══ INPUT RECORDS

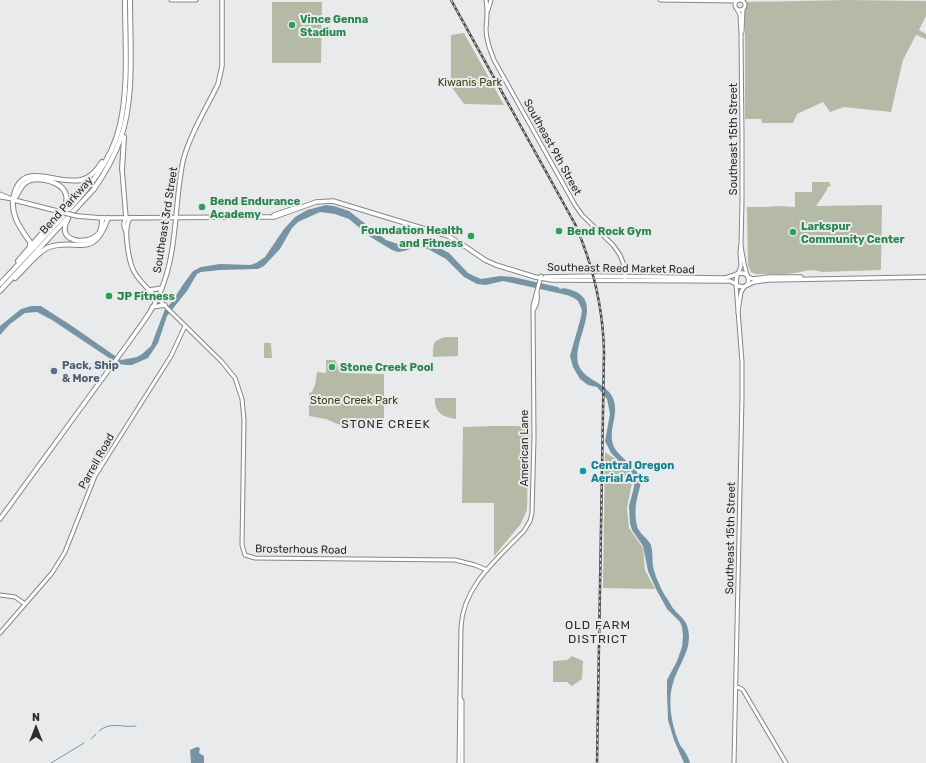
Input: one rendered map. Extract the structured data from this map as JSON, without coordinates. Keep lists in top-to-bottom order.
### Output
{
  "streets": {
    "highway": ["Bend Parkway"],
    "main road": ["Southeast 15th Street", "Southeast 3rd Street", "Southeast Reed Market Road"],
    "street": [
      "Southeast 9th Street",
      "American Lane",
      "Parrell Road",
      "Brosterhous Road"
    ]
  },
  "crossings": [
    ["Southeast 15th Street", "Southeast Reed Market Road"],
    ["Southeast 9th Street", "Southeast Reed Market Road"],
    ["Southeast 3rd Street", "Southeast Reed Market Road"],
    ["Southeast 3rd Street", "Brosterhous Road"],
    ["Southeast Reed Market Road", "American Lane"],
    ["American Lane", "Brosterhous Road"],
    ["Parrell Road", "Brosterhous Road"]
  ],
  "districts": ["STONE CREEK", "OLD FARM DISTRICT"],
  "parks": ["Kiwanis Park", "Stone Creek Park"],
  "places": [
    "Vince Genna Stadium",
    "Bend Endurance Academy",
    "Bend Rock Gym",
    "Larkspur Community Center",
    "Foundation Health and Fitness",
    "JP Fitness",
    "Stone Creek Pool",
    "Pack, Ship & More",
    "Central Oregon Aerial Arts"
  ],
  "north": "top"
}
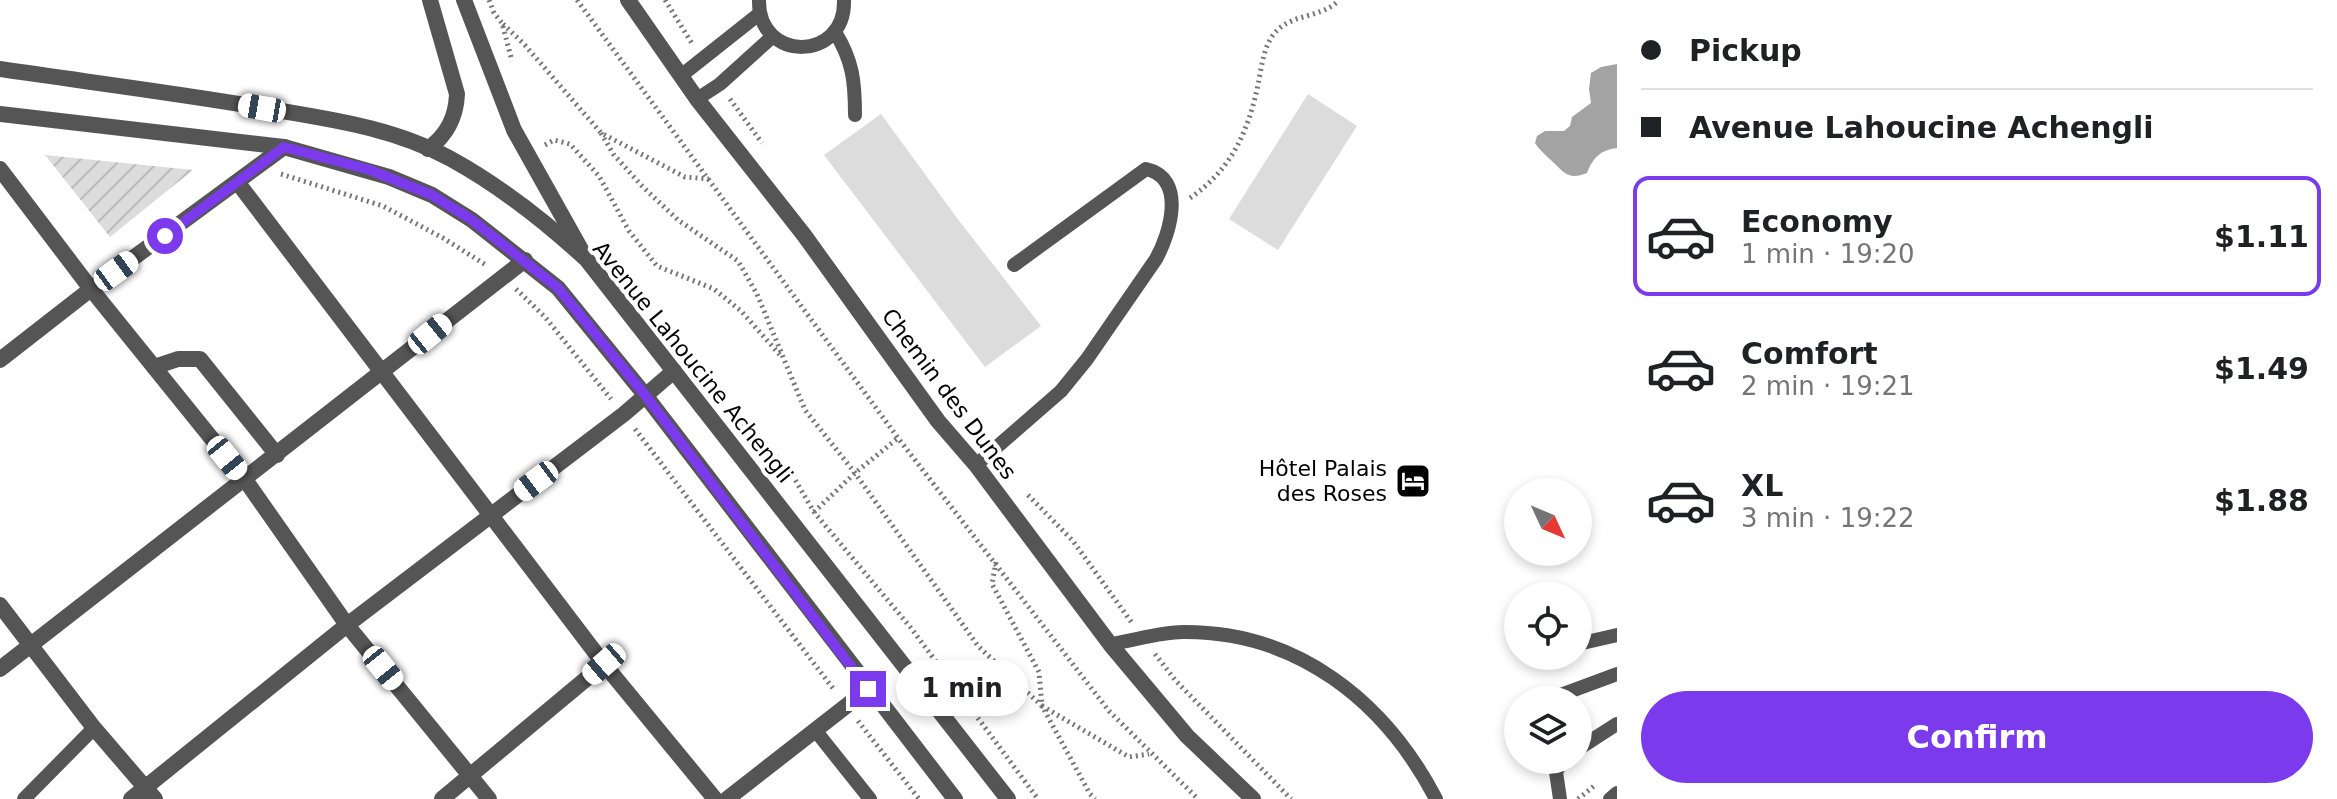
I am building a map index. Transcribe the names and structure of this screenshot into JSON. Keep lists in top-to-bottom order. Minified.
{"streets":{"street":["Avenue Lahoucine Achengli","Chemin des Dunes"]},"places":{"hotel":["Hôtel Palais des Roses"]},"north":"bottom right","page":{"banner":["Pickup","Avenue Lahoucine Achengli"],"list":[{"name":"Economy","note":"1 min · 19:20","value":"$1.11"},{"name":"Comfort","note":"2 min · 19:21","value":"$1.49"},{"name":"XL","note":"3 min · 19:22","value":"$1.88"}],"bubble":"1 min","buttons":"Confirm"}}
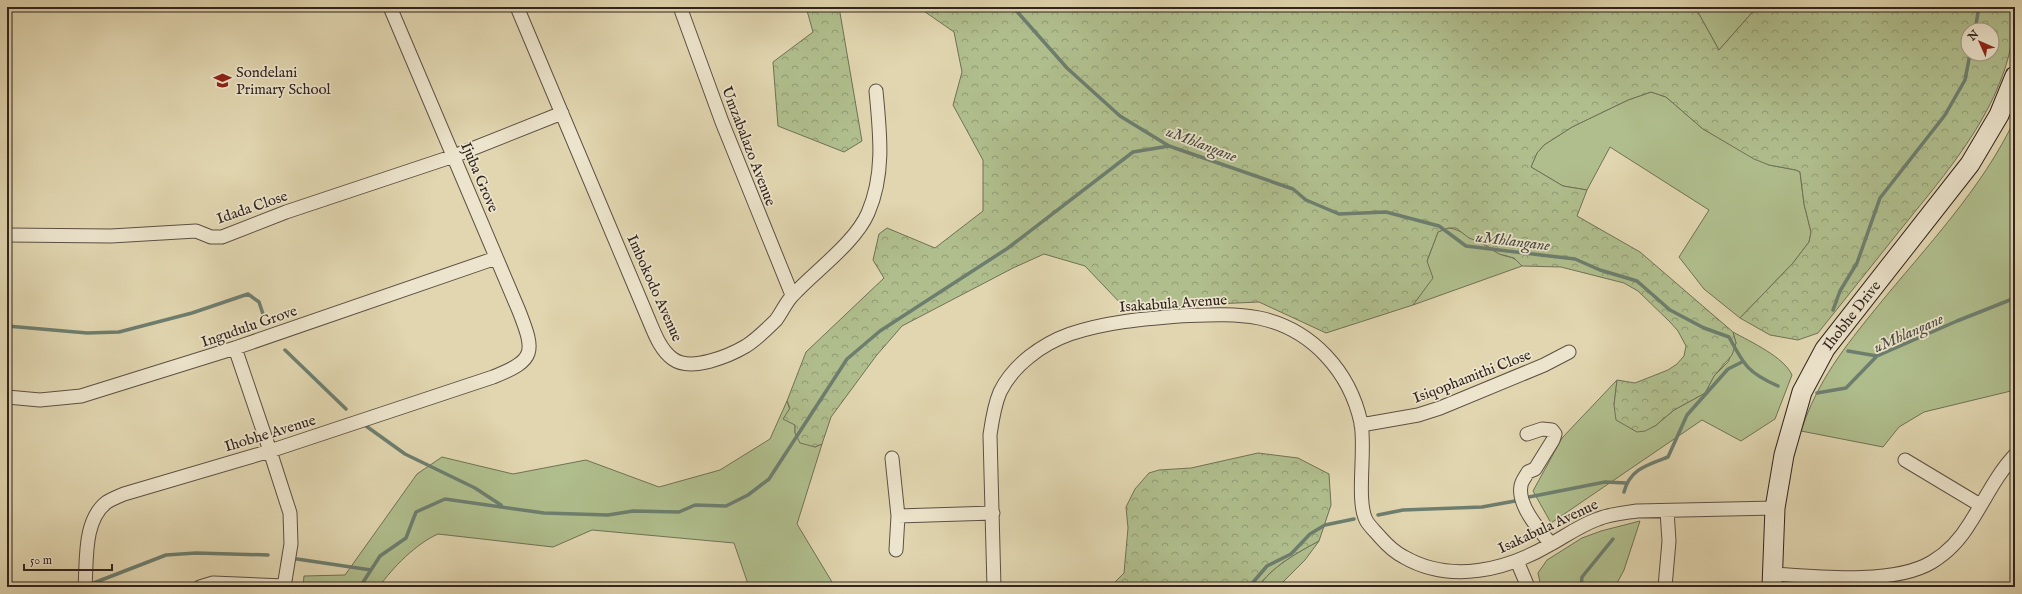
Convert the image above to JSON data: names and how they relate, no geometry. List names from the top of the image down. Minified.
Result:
{"streets":{"street":["Umzabalazo Avenue","Ijuba Grove","Idada Close","Imbokodo Avenue","Isakabula Avenue","Ihobhe Drive","Ingudulu Grove","Isiqophamithi Close","Ihobhe Avenue"]},"crossings":[["Umzabalazo Avenue","Imbokodo Avenue"],["Ijuba Grove","Idada Close"],["Ijuba Grove","Ingudulu Grove"],["Ijuba Grove","Ihobhe Avenue"],["Idada Close","Imbokodo Avenue"],["Isakabula Avenue","Ihobhe Drive"],["Isakabula Avenue","Isiqophamithi Close"]],"water":["uMhlangane"],"places":{"school or university":["Sondelani Primary School"]},"scale_bar":"50 m","north":"top left"}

════

PROBLEM STATEMENT.
Copy the lines above that hold the word "from".

RESPONSE AREA.
Input: one rendered map. Extract the structured data from this map as JSON, without coordinates. Keep lists in top-to-bottom order.
Convert the image above to JSON data: names and how they relate, no geometry. List names from the top of the image down. Minified.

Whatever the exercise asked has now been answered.